Marinate the protein (optional):

  • For extra flavor, marinate the chicken or shrimp in a mixture of 1 tbsp soy sauce and 1/2 tsp cornstarch for about 15 minutes.

Make the sauce:

  • Whisk together the fish sauce, soy sauce, oyster sauce, brown sugar, and white pepper in a small bowl.

Cook the protein:

  • Heat 1 tablespoon of oil in the wok over high heat.
  • Add the chicken or shrimp and cook until browned and cooked through.
  • Remove from the wok and set aside.

Cook the vegetables:

  • Add another tablespoon of oil to the wok.
  • Add onion, carrots, and peas and stir-fry for 2-3 minutes until softened.
  • Add garlic and ginger and cook for an additional 30 seconds, until fragrant.

Scramble the eggs:

  • Push the vegetables to the side of the wok.
  • Add a bit more oil if needed, then pour in the beaten eggs. Scramble lightly, then mix them into the vegetables.

Fry the rice:

  • Add the cooked rice to the wok and toss to combine with the vegetables and eggs.
  • Pour the sauce mixture over the rice and stir-fry for 2-3 minutes, until the sauce is well-distributed and the rice is heated through.
  • Return the cooked protein to the pan and stir to combine.

Garnish and serve:

  • Remove from heat and stir in the chopped green onions and cilantro.
  • Serve immediately with lime wedges for squeezing on top.

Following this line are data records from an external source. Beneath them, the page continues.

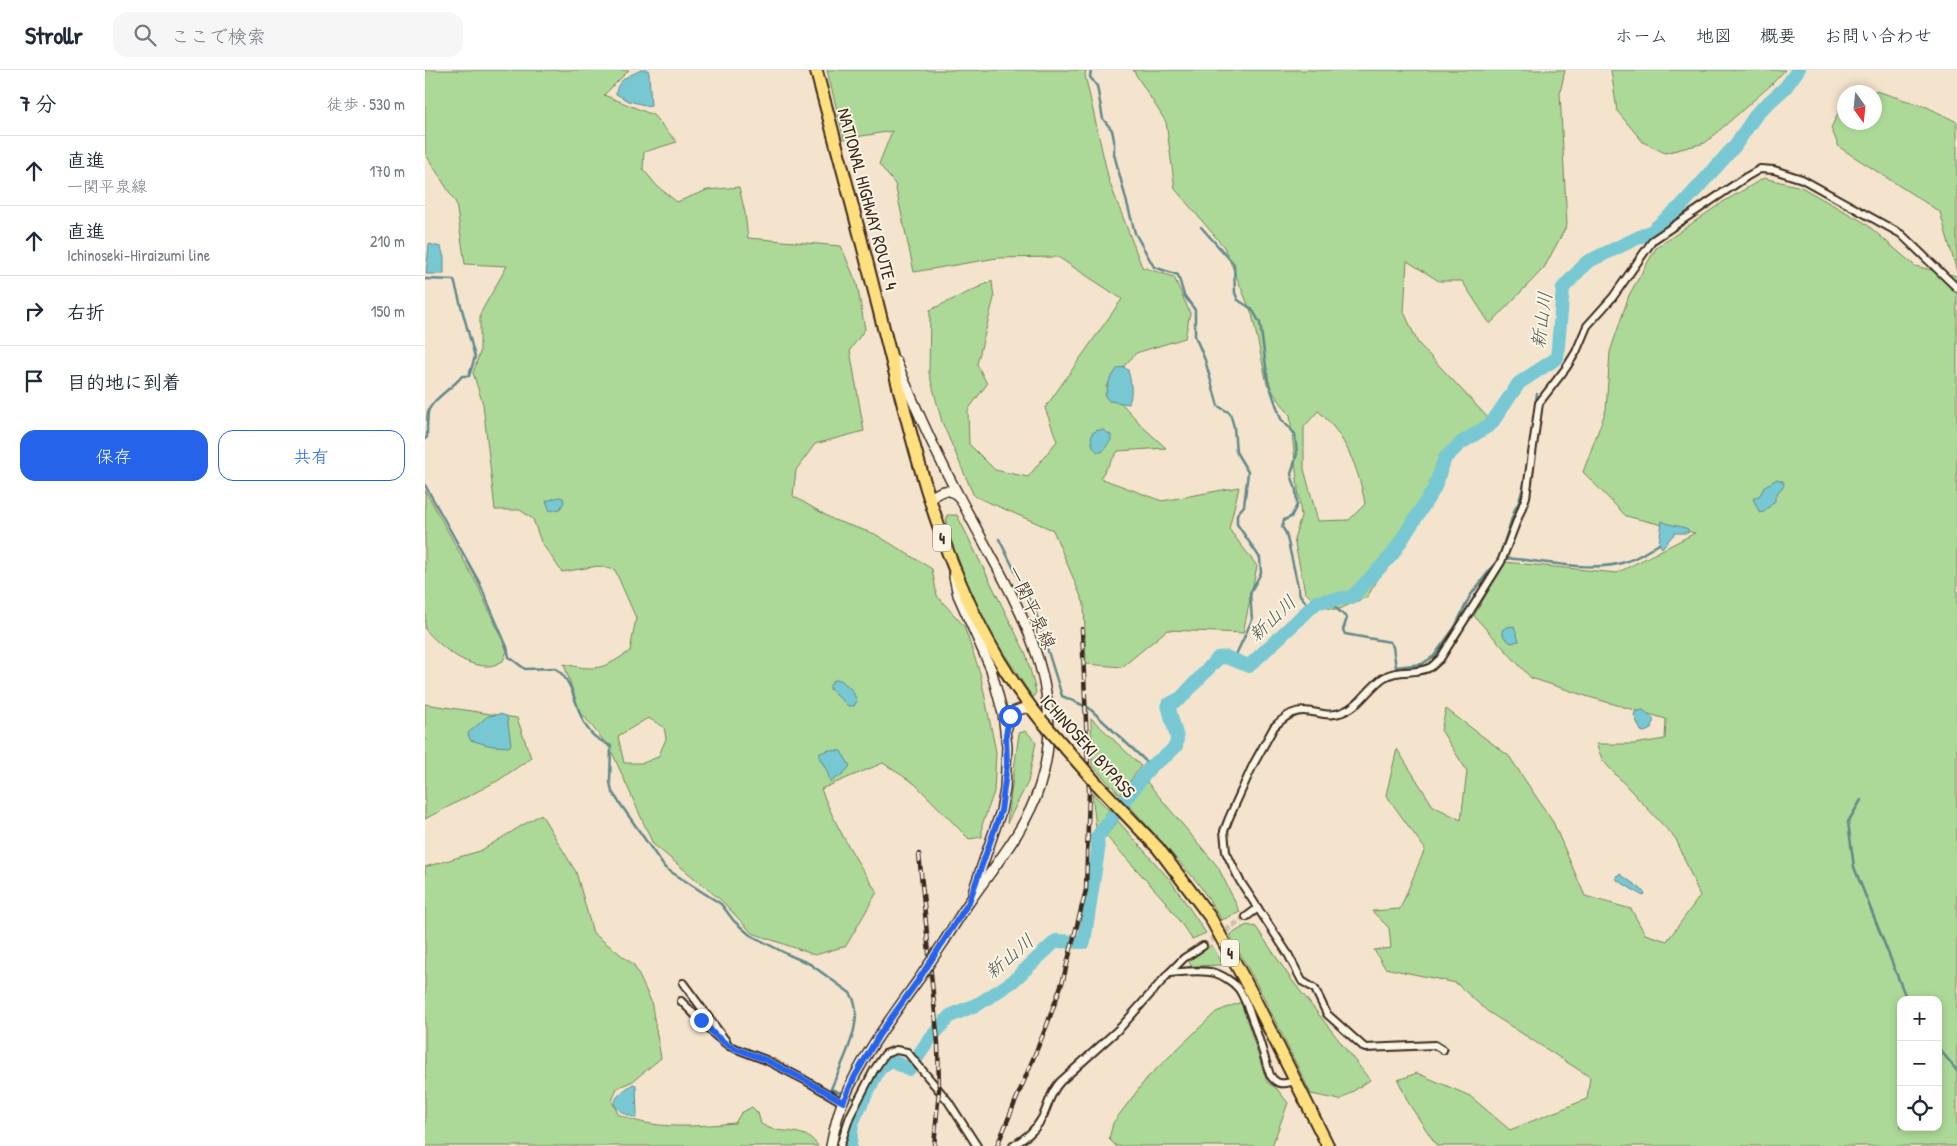 <!DOCTYPE html>
<html lang="ja">
<head>
<meta charset="utf-8">
<style>
	:root { --surface:#fff; --page:#f6f6f7; --text:#1f2937; --muted:#747a83; --line:#e0e1e3; --accent:#2563eb }
	body { margin:0; font-family:"Patrick Hand","Klee One",sans-serif; background:var(--page); color:var(--text) }
	.controls { position:absolute; right:15px; bottom:15px; display:grid; overflow:hidden; border-radius:10px; box-shadow:0 2px 8px #0003 }
	.controls button { width:45px; height:45px; display:grid; place-items:center; padding:0; border:0; border-bottom:1px solid var(--line); background:var(--surface); color:var(--text); font:25px sans-serif }
	.compass { position:absolute; left:1412px; top:15px; width:45px; height:45px; border-radius:50%; background:var(--surface); box-shadow:0 2px 8px #0003; rotate:165deg }
	.stop { position:absolute; width:15px; height:15px; margin:-11px; border:4px solid #2563eb; border-radius:50%; background:#fff }
	.stop.end { background:#2563eb; border-color:#fff; box-shadow:0 1px 5px #0008 }
	.list { margin:0; padding:0; list-style:none }
	h2 { display:flex; justify-content:space-between; align-items:center; height:65px; margin:0; padding:0 20px; font-size:21px }
	h2 small { font-size:16px; font-weight:400; color:var(--muted) }
	.list li { display:grid; grid-template-columns:32px 1fr auto; gap:15px; align-items:center; box-sizing:border-box; height:70px; padding:0 20px; border-top:1px solid var(--line) }
	.list b { display:block; font-size:19px; white-space:nowrap }
	.list p { margin:0; font-size:16px; white-space:nowrap; color:var(--muted) }
	.list em { font-size:16px; font-style:normal; color:var(--muted) }
	.actions { display:flex; gap:10px; padding:15px 20px }
	.actions a { flex:1; padding:11px 0; border:1px solid var(--accent); border-radius:15px; text-align:center; font-size:18px; color:var(--accent) }
	.actions .main { background:var(--accent); color:#fff }
	.icon { flex:none; width:28px; height:28px; fill:none; stroke:currentColor; stroke-width:2; stroke-linecap:round; stroke-linejoin:round }
	.map { position:relative; flex:none; width:1532px; height:1076px; overflow:hidden }
	header { display:flex; align-items:center; gap:30px; box-sizing:border-box; height:70px; padding:0 25px; background:var(--surface); border-bottom:1px solid var(--line) }
	header strong { font-size:24px }
	nav { display:flex; gap:28px; margin-inline-start:auto; font-size:18px }
	.search { width:350px; height:45px; background:var(--page); display:flex; align-items:center; gap:12px; box-sizing:border-box; padding:0 18px; border-radius:15px; color:var(--muted); font-size:19px }
	main { display:flex }
	aside { flex:1; background:var(--surface) }
	.map>svg:first-child { display:block }
	.green { fill:#acd997; stroke:#74825a; fill-rule:evenodd }
	.water { fill:#78c8d3; stroke:#60898b }
	.lines { fill:none; stroke-linecap:round; stroke-linejoin:round }
	.stream { stroke:#60898b; stroke-width:2.5 }
	.river { stroke:#78c8d3; stroke-width:14 }
	.street-tunnel { stroke:#d0bfaa; stroke-width:6; stroke-dasharray:6 3; stroke-linecap:butt }
	.street-casing { stroke:#3b2a1e; stroke-width:10 }
	.secondary-casing { stroke:#3b2a1e; stroke-width:12 }
	.highway-casing { stroke:#3b2a1e; stroke-width:15 }
	.street { stroke:#fcf5e5; stroke-width:6 }
	.secondary { stroke:#fcf5e5; stroke-width:9 }
	.highway { stroke:#ffdf80; stroke-width:11 }
	.rail-casing { stroke:#3b2a1e; stroke-width:4.5 }
	.rail { stroke:#fcf5e5; stroke-width:2.5; stroke-dasharray:8; stroke-linecap:butt }
	.secondary-bridge-casing { stroke:#3b2a1e; stroke-width:12; stroke-linecap:butt }
	.highway-bridge-casing { stroke:#3b2a1e; stroke-width:15; stroke-linecap:butt }
	.secondary-bridge { stroke:#fcf5e5; stroke-width:9 }
	.highway-bridge { stroke:#ffdf80; stroke-width:11 }
	.route { stroke:#2563eb; stroke-width:6 }
	.labels { text-anchor:middle; dominant-baseline:central; stroke-width:4; stroke-linejoin:round; paint-order:stroke }
	.shield { fill:#fcf5e5; stroke:#75675a; stroke-width:1 }
	.shield-label { font-size:16px; font-weight:bold; fill:#3b2a1e }
	.street-label { font-size:18px; fill:#3b2a1e; stroke:#fcf5e5 }
	.water-label { font-size:19px; font-style:italic; fill:#4d5954; stroke:#fcf5e5 }
</style>
</head>
<body>
<header>
<strong>Strollr</strong>
<div class="search"><svg class="icon" aria-label="search" viewBox="0 0 24 24"><circle cx="10" cy="10" r="6"/><path d="M15 15l6 6"/></svg>ここで検索</div>
<nav><a>ホーム</a><a>地図</a><a>概要</a><a>お問い合わせ</a></nav>
</header>
<main>
<aside>
<h2>7 分<small>徒歩 · 530 m</small></h2>
<ul class="list">
<li><svg class="icon" aria-label="ahead" viewBox="0 0 24 24"><path d="M12 20V5M6 11l6-6 6 6"/></svg><div><b>直進</b><p>一関平泉線</p></div><em>170 m</em></li>
<li><svg class="icon" aria-label="ahead" viewBox="0 0 24 24"><path d="M12 20V5M6 11l6-6 6 6"/></svg><div><b>直進</b><p>Ichinoseki-Hiraizumi line</p></div><em>210 m</em></li>
<li><svg class="icon" aria-label="right" viewBox="0 0 24 24"><path d="M7 20v-9h11M14 6l5 5-5 5"/></svg><div><b>右折</b></div><em>150 m</em></li>
<li><svg class="icon" aria-label="arrive" viewBox="0 0 24 24"><path d="M6 21V4h12l-3 4 3 4H6"/></svg><div><b>目的地に到着</b></div></li>
</ul>
<div class="actions"><a class="main">保存</a><a>共有</a></div>
</aside>
<div class="map">
<svg width="1532" height="1076" viewBox="0 0 1532 1076">
	<rect width="100%" height="100%" fill="#f5e4cd"/>
	<filter id="ink" filterUnits="userSpaceOnUse"><feTurbulence type="fractalNoise" baseFrequency=".02" numOctaves="2"/><feDisplacementMap in="SourceGraphic" scale="10" xChannelSelector="R" yChannelSelector="G"/><feConvolveMatrix kernelMatrix="1 2 1 2 8 2 1 2 1" color-interpolation-filters="sRGB"/></filter>
	<g filter="url(#ink)">
		<g class="green">
			<path d="M0 0H204L179 25 228 45 252 72 219 82 218 99 232 116 252 132 282 120 314 117 320 143 323 168 416 176 432 214 440 259 425 280 439 361 390 374 371 400 368 426 409 450 450 464 507 499 512 526 539 556 555 603 571 682 569 722 557 755V767L544 769 490 714 458 693 396 719C411 757 430 789 452 822L421 876 390 885 327 863 297 831 228 774 186 680 154 640 139 594C171 601 177 600 205 581L211 548 190 500 173 496 137 502 116 472 108 449 95 440H70L58 334 48 303 55 282V244L82 196 40 194 31 133 0 83ZM223 648 239 657 241 669 233 687 218 693H199L193 666Z"/>
			<polygon points="402,0 661,0 660,5 684,111 717,197 749,207 765,243 760,268 711,283 681,316 718,357 741,378 693,381 675,408 737,431 814,417 804,459 832,496 818,563 742,560 697,597 661,594 659,534 628,460 549,426 517,352 504,303 505,240 567,211 569,228 552,294 562,314 543,340 544,374 570,400 603,407 632,371 620,338 697,229 633,187 572,188 489,202 470,114 454,94 467,61 419,69"/>
			<path d="M708 0H1140L1135 23 1142 155 1119 198 1065 254 1037 211H1014L982 191 979 242 993 273 1065 350 1024 378 1011 419 966 481 955 506 942 527 912 540 894 536 880 522 869 469 876 446 865 345 842 314 827 244 799 177 750 119 741 52ZM893 341C920 364 934 399 940 434L924 450 893 451 879 399V357Z"/>
			<polygon points="1186,0 1360,0 1346,15 1280,73 1240,83 1218,72 1192,41"/>
			<polygon points="1424,20 1451,21 1502,37 1532,52 1532,202 1515,142 1414,77 1406,58 1419,30 1420,52 1450,52 1450,22 1423,22"/>
			<path d="M1339 108 1376 117 1440 153 1490 196 1532 206V1076H1012L984 1034 973 1010 992 1003 1045 1026 1085 1060 1162 1029 1165 1007 1062 941 1031 913 960 898 949 880 966 878 964 858 947 841 975 839 1000 779 961 725 972 679 1008 736 1036 750 1042 701 1016 660 1021 639 1084 686 1128 752 1160 826 1206 839 1220 864 1242 871 1275 826 1251 769 1178 691 1171 674H1209L1240 669 1241 649 1164 627 1106 608 1049 546 1079 492 1192 503 1270 463 1201 446 1158 402 1181 340 1185 282 1204 225 1231 178 1298 132ZM1476 930H1513V1057H1476Z"/>
			<path d="M0 420 53 516 82 581 78 591C74 593 68 596 64 596 39 597 15 576 0 559Z"/>
			<polygon points="522,445 532,445 601,584 611,622 608,628 567,565 536,501 521,458"/>
			<polygon points="0,634 92,648 106,688 74,710 0,749"/>
			<polygon points="666,648 716,696 695,725 667,695"/>
			<polygon points="601,661 611,672 603,712 582,753 594,663"/>
			<polygon points="722,712 793,797 815,842 797,850 773,813 702,733"/>
			<polygon points="667,723 684,740 671,758"/>
			<path d="M116 744 151 802 168 863 209 895 226 931 236 988 208 1011 192 1018 187 1031 193 1044C227 1061 274 1056 310 1053L316 1043 327 1037 333 1043 336 1054C339 1055 343 1058 347 1059 363 1063 382 1059 393 1076H0V797L55 781Z"/>
			<polygon points="693,751 746,811 781,863 767,869 740,831 681,766"/>
			<polygon points="822,855 831,857 866,909 945,1010 915,1030 886,1024 838,926 805,865"/>
			<polygon points="787,875 798,895 766,896 764,891"/>
			<polygon points="816,932 842,1012 852,1019 863,1033 847,1076 691,1076 684,1069 688,1053 722,1008 791,942"/>
		</g>
		<g class="water">
			<path d="M216 0H223L224 4 226 35 223 36 204 31 191 24C192 9 204 6 216 0Z"/>
			<polygon points="4,174 16,177 19,188 19,204 1,204"/>
			<path d="M699 297 703 300C706 312 708 322 704 334L684 331 680 326 685 309 693 298Z"/>
			<path d="M673 360H678L686 365V370L677 382H673C666 377 666 371 667 363Z"/>
			<polygon points="1352,409 1358,411 1359,415 1350,426 1350,431 1339,442 1335,443 1328,429 1335,425 1340,416"/>
			<polygon points="134,427 138,428 139,432 135,439 125,441 121,431"/>
			<path d="M1237 451C1246 456 1254 455 1263 459V463H1250L1237 478 1234 474Z"/>
			<polygon points="1089,556 1094,571 1086,573 1079,567 1077,560 1082,557"/>
			<polygon points="409,610 416,610 427,620 432,631 429,636 423,636 405,619 405,615"/>
			<path d="M1218 640 1228 648C1229 656 1227 660 1219 662L1216 661 1209 645 1210 642Z"/>
			<polygon points="75,644 82,646 86,674 84,677 67,676 45,670 43,663 63,646"/>
			<polygon points="404,680 416,681 425,696 418,704 405,712 402,701 394,687 395,683"/>
			<polygon points="1195,804 1216,819 1220,824 1218,826 1192,810 1191,806"/>
			<path d="M208 1014 211 1015 212 1045 211 1048C182 1038 184 1030 208 1014Z"/>
		</g>
		<g class="lines">
			<g class="stream">
				<polyline points="666,0 665,7 672,16 678,49 687,60 689,70 689,84 710,163 729,197 753,205 759,225 770,240 770,266 780,290 793,336 805,343 809,357 811,382 823,402 819,436 812,444 812,454 835,488 836,503 825,523 827,550 809,589"/>
				<polyline points="776,157 809,194 810,223 813,230 827,239 835,253 843,311 856,349 870,364 872,384 866,404 871,420 872,435 866,447 859,450 857,457 861,463 875,525 885,538"/>
				<path d="M0 209 29 210 50 287 44 306H37C29 317 6 330 3 342 2 350 2 359 2 367L0 369"/>
				<polyline points="1103,389 1112,324"/>
				<path d="M0 415 54 512 82 577 84 587 100 599 130 598C152 613 149 644 166 663 171 669 180 673 186 676L185 712 187 722 240 798 296 834 309 851 325 865 364 885 385 894 425 923C443 947 416 994 406 1019L418 1024"/>
				<polyline points="574,469 611,543 637,626 664,638 726,696"/>
				<path d="M1078 488C1115 490 1169 504 1203 491 1214 487 1224 480 1234 474"/>
				<polyline points="907,529 910,537 922,548 918,560 920,564 965,572 968,577 971,597 997,594 1009,586 1030,557 1045,526 1074,488 1090,439 1094,432 1101,407"/>
				<polyline points="1436,730 1423,752 1429,797 1482,930"/>
				<polyline points="1513,977 1532,1001"/>
				<polyline points="423,1026 437,1032"/>
			</g>
			<polyline class="river" points="425,1076 427,1053 437,1032 455,997 467,991 484,999 504,970 525,946 555,933 587,912 631,871 659,872 673,781 672,767 726,696 742,685 751,676 752,668 743,635 756,628 793,588 801,587 824,596 892,532 927,527 967,485 1009,419 1020,388 1036,373 1066,354 1094,313 1132,288 1138,218 1162,192 1227,161 1257,135 1309,77 1333,42 1360,18 1373,0"/>
			<polyline class="street-tunnel" points="778,876 821,847"/>
			<defs>
				<g id="street">
					<polyline points="821,847 833,838"/>
					<polyline points="744,903 759,888 778,876"/>
					<polyline points="258,913 301,971"/>
					<polyline points="256,931 291,966 304,976 341,990 378,1009 417,1032"/>
					<path d="M1018 980 1010 975 940 978 902 944 890 919 877 911 863 884 815 811 801 782 799 761 804 748 828 695 849 657C881 624 891 654 920 641 936 634 944 618 958 608 972 598 992 605 1006 597 1009 595 1012 591 1015 589L1076 492 1101 427 1114 333 1141 298 1151 282 1162 256 1188 227 1228 170 1321 107 1335 99 1349 100 1377 109 1476 164 1532 218"/>
					<polyline points="415,1076 425,1046 449,1000 460,984 471,980 482,982 523,1031 552,1076"/>
					<path d="M588 1076C600 1068 610 1061 617 1048 624 1035 624 1024 635 1012L696 957 744 903C758 902 776 899 790 903 797 905 808 912 813 918 825 934 838 984 845 1005 852 1016 859 1014 870 1011"/>
				</g>
				<g id="secondary">
					<path d="M471 291C491 339 512 386 537 432 583 520 648 611 615 715 602 758 570 795 545 831 536 844 528 857 520 870"/>
					<path d="M505 430C514 420 524 417 534 427"/>
					<polyline points="529,507 533,525 566,599 578,644 582,677 580,719 576,741 548,822"/>
					<polyline points="582,658 583,651 588,642 599,638 606,639"/>
					<path d="M406 1076C409 1061 412 1045 418 1031 437 986 466 948 494 909"/>
				</g>
				<g id="highway">
					<path d="M391 0C415 88 438 175 460 264 495 399 525 539 616 650"/>
					<polyline points="671,713 733,778 785,847 825,920 903,1076"/>
				</g>
			</defs>
			<use href="#street" class="street-casing"/>
			<use href="#secondary" class="secondary-casing"/>
			<use href="#highway" class="highway-casing"/>
			<use href="#street" class="street"/>
			<use href="#secondary" class="secondary"/>
			<use href="#highway" class="highway"/>
			<defs>
				<g id="rail">
					<polyline points="494,784 513,973 514,1020 509,1076"/>
					<polyline points="572,1076 622,955 638,910 661,820 664,721 657,559"/>
				</g>
			</defs>
			<use href="#rail" class="rail-casing"/>
			<use href="#rail" class="rail"/>
			<defs>
				<polyline id="secondary-bridge" points="494,909 520,870"/>
				<polyline id="highway-bridge" points="616,650 671,713"/>
			</defs>
			<use href="#secondary-bridge" class="secondary-bridge-casing"/>
			<use href="#highway-bridge" class="highway-bridge-casing"/>
			<use href="#secondary-bridge" class="secondary-bridge"/>
			<use href="#highway-bridge" class="highway-bridge"/>
		</g>
	</g>
	<g class="lines" filter="url(#ink)">
		<polyline class="route" points="276,950 291,966 304,976 341,990 378,1009 418,1032 430,1006 454,965 494,909 544,832 576,741 582,695 581,664 585,646"/>
	</g>
	<g class="labels">
		<g class="shield">
			<rect x="508" y="454.5" width="18" height="27" rx="4"/>
			<rect x="796" y="869.5" width="18" height="27" rx="4"/>
		</g>
		<g class="shield-label">
			<text x="517" y="468">4</text>
			<text x="805" y="883">4</text>
		</g>
		<g class="street-label">
			<text transform="translate(443 129) rotate(75)">NATIONAL HIGHWAY ROUTE 4</text>
			<text transform="translate(607 537) rotate(65)">一関平泉線</text>
			<text transform="translate(663 676) rotate(48)">ICHINOSEKI BYPASS</text>
		</g>
		<g class="water-label">
			<text transform="translate(1116 250) rotate(-82)">新山川</text>
			<text transform="translate(847 548) rotate(-44)">新山川</text>
			<text transform="translate(584 886) rotate(-40)">新山川</text>
		</g>
	</g>
</svg>
<div class="controls">
<button>+</button>
<button>−</button>
<button><svg class="icon" aria-label="locate" viewBox="0 0 24 24"><circle cx="12" cy="12" r="6"/><path d="M12 2v4M12 18v4M2 12h4M18 12h4"/></svg></button>
</div>
<svg class="compass" viewBox="-18 -18 36 36"><path d="M0-13l5 13h-10z" fill="#e53935"/><path d="M0 13l5-13h-10z" fill="#747a83"/></svg>
<div class="stop" style="left:585px;top:646px"></div>
<div class="stop end" style="left:276px;top:950px"></div>
</div>
</main>
</body>
</html>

  • Adjust the heat: Keep the heat high for the best texture and to prevent the rice from becoming soggy.
  • Customize it: Add other vegetables like broccoli, bell peppers, or chopped Thai basil for extra flavor.
  • Spice it up: Include chopped Thai bird’s eye chilies to the sauce or with the vegetables for a spicy kick.